Otherwise, the character is displayed as a hex number in angle
brackets. This format can be changed by setting the LESSBINFMT
environment variable. LESSBINFMT may begin with a "*" and one
character to select the display attribute: "*k" is blinking, "*d"
is bold, "*u" is underlined, "*s" is standout, and "*n" is
normal. If LESSBINFMT does not begin with a "*", normal
attribute is assumed. The remainder of LESSBINFMT is a string
which may include one printf-style escape sequence (a % followed
by x, X, o, d, etc.). For example, if LESSBINFMT is "*u[%x]",
binary characters are displayed in underlined hexadecimal
surrounded by brackets.

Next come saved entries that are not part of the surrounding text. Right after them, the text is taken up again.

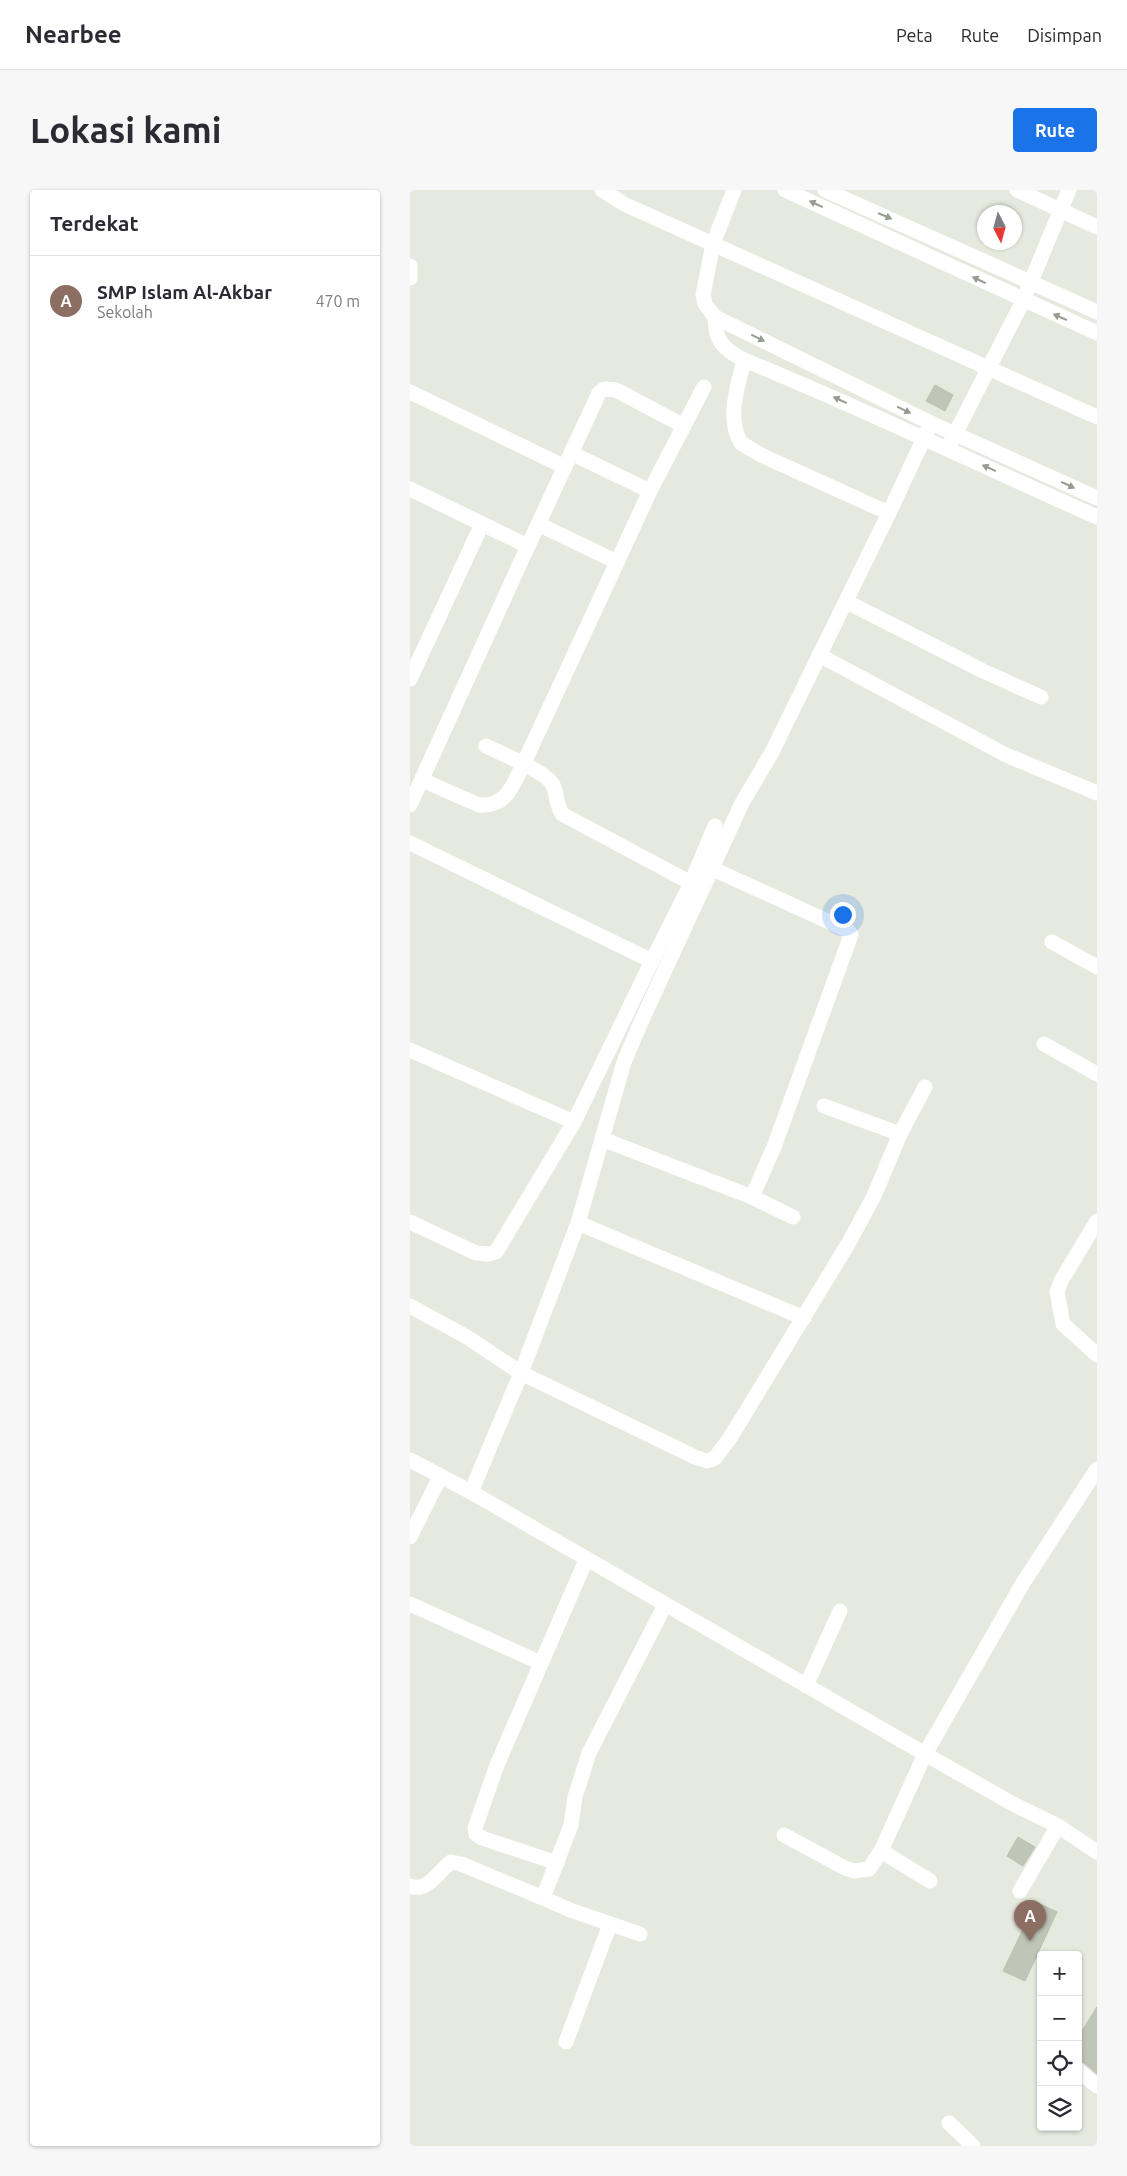 <!DOCTYPE html>
<html lang="id">
<meta charset="utf-8">
<style>
body{margin:0;font-family:Ubuntu,sans-serif;background:#f7f7f7;color:#2b2b33}
.controls{position:absolute;right:15px;bottom:15px;display:grid;overflow:hidden;border-radius:5px;box-shadow:0 1px 4px #0004}
.controls button{width:45px;height:45px;display:grid;place-items:center;padding:0;border:0;border-bottom:1px solid #e1e1e2;background:#fff;color:#2b2b33;font:25px sans-serif}
.compass{position:absolute;left:567px;top:15px;width:45px;height:45px;border-radius:50%;background:#fff;box-shadow:0 1px 4px #0004;rotate:174deg}
.you{position:absolute;left:432px;top:724px;width:18px;height:18px;margin:-12px;border:4px solid #fff;border-radius:50%;background:#1a73e8;box-shadow:0 0 0 8px #1a73e833}
.badge{display:grid;place-items:center;width:32px;height:32px;border-radius:50%;background:#1a73e8;color:#fff;font-size:16px;font-weight:700}
.pin{position:absolute;translate:-50% -41px;filter:drop-shadow(0 1px 2px #0008)}
.pin::after{content:'';position:absolute;top:26px;width:18px;height:15px;background:inherit;clip-path:polygon(0 0,100% 0,50% 100%)}
.list{margin:0;padding:0;list-style:none}
h2{display:flex;justify-content:space-between;align-items:center;height:65px;margin:0;padding:0 20px;font-size:21px}
h2 small{font-size:16px;font-weight:400;color:#7c7c81}
.list li{display:grid;grid-template-columns:32px 1fr auto;gap:15px;align-items:center;box-sizing:border-box;height:90px;padding:0 20px;border-top:1px solid #e1e1e2}
.list b{display:block;font-size:19px;white-space:nowrap}
.list p{margin:0;font-size:16px;white-space:nowrap;color:#7c7c81}
.list em{font-size:16px;font-style:normal;color:#7c7c81}
.icon{flex:none;width:28px;height:28px;fill:none;stroke:currentColor;stroke-width:2;stroke-linecap:round;stroke-linejoin:round}
.map{position:relative;flex:none;width:687px;height:1956px;overflow:hidden;border-radius:5px}
header{display:flex;align-items:center;gap:30px;box-sizing:border-box;height:70px;padding:0 25px;background:#fff;border-bottom:1px solid #e1e1e2}
header strong{font-size:24px}
nav{display:flex;gap:28px;margin-inline-start:auto;font-size:18px}
.intro{display:flex;align-items:center;justify-content:space-between;box-sizing:border-box;height:120px;padding:0 30px}
h1{margin:0;font-size:35px}
.button{padding:12px 22px;border-radius:5px;background:#1a73e8;color:#fff;font-size:18px;font-weight:700}
main{display:flex;gap:30px;padding:0 30px}
aside{flex:1;background:#fff;border-radius:5px;box-shadow:0 1px 4px #0004}
.map>svg:first-child{display:block}
.building{fill:#bfc6b7;stroke:#bbc2b1}
.lines{fill:none;stroke-linecap:round;stroke-linejoin:round}
.minor{stroke:#fff;stroke-width:15}
.oneway{fill:#949c90}
</style>
<header>
<strong>Nearbee</strong>
<nav><a>Peta</a><a>Rute</a><a>Disimpan</a></nav>
</header>
<div class="intro"><h1>Lokasi kami</h1><a class="button">Rute</a></div>
<main>
<aside>
<h2>Terdekat<small></small></h2>
<ul class="list">
<li><span class="badge" style="background:#8d6e63">A</span><div><b>SMP Islam Al-Akbar</b><p>Sekolah</p></div><em>470 m</em></li>
</ul>
</aside>
<div class="map">
<svg width="687" height="1956" viewBox="0 0 687 1956">
<rect width="100%" height="100%" fill="#e5e9de"/>
<g class="building">
<path d="M525,195l18,10 -8,16 -19,-10z"/>
<path d="M608,1647l17,10 -12,19 -16,-10z"/>
<path d="M626,1712l21,10 -32,69 -22,-10z"/>
<path d="M687,1817v67l-13,-11 -6,-2v-24z"/>
</g>
<g class="lines">
<g class="minor">
<path d="M192,0l22,14 473,213"/>
<path d="M324,0l-21,54 -10,51 2,9 10,13 216,106 166,75"/>
<path d="M375,0l312,143"/>
<path d="M415,0l272,122"/>
<path d="M607,0l80,37"/>
<path d="M0,76v12"/>
<path d="M305,127c0,24 8,32 29,43 119,48 235,105 353,157"/>
<path d="M334,170c-6,26 -18,58 -3,83l20,12 128,58"/>
<path d="M0,202l155,75"/>
<path d="M541,252l72,-141 46,-111"/>
<path d="M161,263l79,38"/>
<path d="M0,299l118,57 71,-153 5,-4 12,1 68,36"/>
<path d="M128,334l79,38"/>
<path d="M437,412l136,69 58,26"/>
<path d="M409,465l187,100 91,38"/>
<path d="M0,489l72,-155"/>
<path d="M76,556c14,7 61,26 67,39 4,9 3,19 9,29l129,69"/>
<path d="M12,590l57,25c28,2 33,-19 44,-40l127,-274 54,-104"/>
<path d="M0,615l118,-259"/>
<path d="M0,653l242,118 -78,161 -78,130 -8,2 -12,-1 -66,-31"/>
<path d="M303,679l136,62 2,4 -77,212 -22,50"/>
<path d="M642,752l45,25"/>
<path d="M242,771l39,-78 24,-57"/>
<path d="M634,854l53,30"/>
<path d="M0,860l164,72"/>
<path d="M515,897l-25,47 -26,62 -26,48 -118,194 -15,20 -8,3 -12,-4 -174,-84 57,-150 46,-161 17,-40 101,-219 30,-51 117,-239 42,-90"/>
<path d="M414,916l76,28"/>
<path d="M192,949l150,58 41,20"/>
<path d="M687,1031l-36,60 -4,11 6,32 34,31"/>
<path d="M168,1033l226,95"/>
<path d="M0,1116l57,31 54,36 -50,119"/>
<path d="M0,1270l61,32 454,262 88,50 45,22 39,26"/>
<path d="M0,1347l30,-60"/>
<path d="M0,1414l131,59"/>
<path d="M396,1496l34,-75"/>
<path d="M374,1645l61,33 9,3 15,-2 12,-18"/>
<path d="M147,1673l-75,-25 -6,-4 -1,-6 22,-63 89,-205"/>
<path d="M520,1691l-49,-30 44,-97 98,-171 74,-114"/>
<path d="M0,1696c18,7 28,-15 41,-24l10,2 82,34"/>
<path d="M610,1701l38,-65"/>
<path d="M230,1744l-70,-24 -27,-12 28,-73 4,-28 14,-44 76,-148"/>
<path d="M156,1852l44,-118"/>
<path d="M668,1880l19,16"/>
<path d="M539,1933l24,23"/>
</g>
</g>
<defs><path id="oneway-solid" d="M-6-.8H1V-3.2L6.5 0L1 3.2V.8H-6Z" transform="scale(1.25)"/></defs>
<g class="oneway">
<use href="#oneway-solid" transform="translate(406 14) rotate(-155)"/>
<use href="#oneway-solid" transform="translate(475 26) rotate(23)"/>
<use href="#oneway-solid" transform="translate(569 90) rotate(-155)"/>
<use href="#oneway-solid" transform="translate(650 127) rotate(-156)"/>
<use href="#oneway-solid" transform="translate(348 148) rotate(26)"/>
<use href="#oneway-solid" transform="translate(430 210) rotate(-155)"/>
<use href="#oneway-solid" transform="translate(494 220) rotate(26)"/>
<use href="#oneway-solid" transform="translate(579 278) rotate(-156)"/>
<use href="#oneway-solid" transform="translate(658 295) rotate(25)"/>
</g>
</svg>
<div class="controls">
<button>+</button>
<button>−</button>
<button><svg class="icon" aria-label="locate" viewBox="0 0 24 24"><circle cx="12" cy="12" r="6"/><path d="M12 2v4M12 18v4M2 12h4M18 12h4"/></svg></button>
<button><svg class="icon" aria-label="layers" viewBox="0 0 24 24"><path d="M12 4l9 5-9 5-9-5zM3 14l9 5 9-5"/></svg></button>
</div>
<svg class="compass" viewBox="-18 -18 36 36"><path d="M0-13l5 13h-10z" fill="#e53935"/><path d="M0 13l5-13h-10z" fill="#7c7c81"/></svg>
<div class="you"></div>
<div class="pin badge" style="left:620px;top:1751px;background:#8d6e63">A</div>
</div>
</main>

The default if no LESSBINFMT is
specified is "*s<%02X>". Warning: the result of expanding the
character via LESSBINFMT must be less than 31 characters.
When the character set is utf-8, the LESSUTFBINFMT environment
variable acts similarly to LESSBINFMT but it applies to Unicode
code points that were successfully decoded but are unsuitable for
display (e.g., unassigned code points). Its default value is
"<U+%04lX>". Note that LESSUTFBINFMT and LESSBINFMT share their
display attribute setting ("*x") so specifying one will affect
both; LESSUTFBINFMT is read after LESSBINFMT so its setting, if
any, will have priority. Problematic octets in a UTF-8 file
(octets of a truncated sequence, octets of a complete but non-
shortest form sequence, invalid octets, and stray trailing
octets) are displayed individually using LESSBINFMT so as to
facilitate diagnostic of how the UTF-8 file is ill-formed.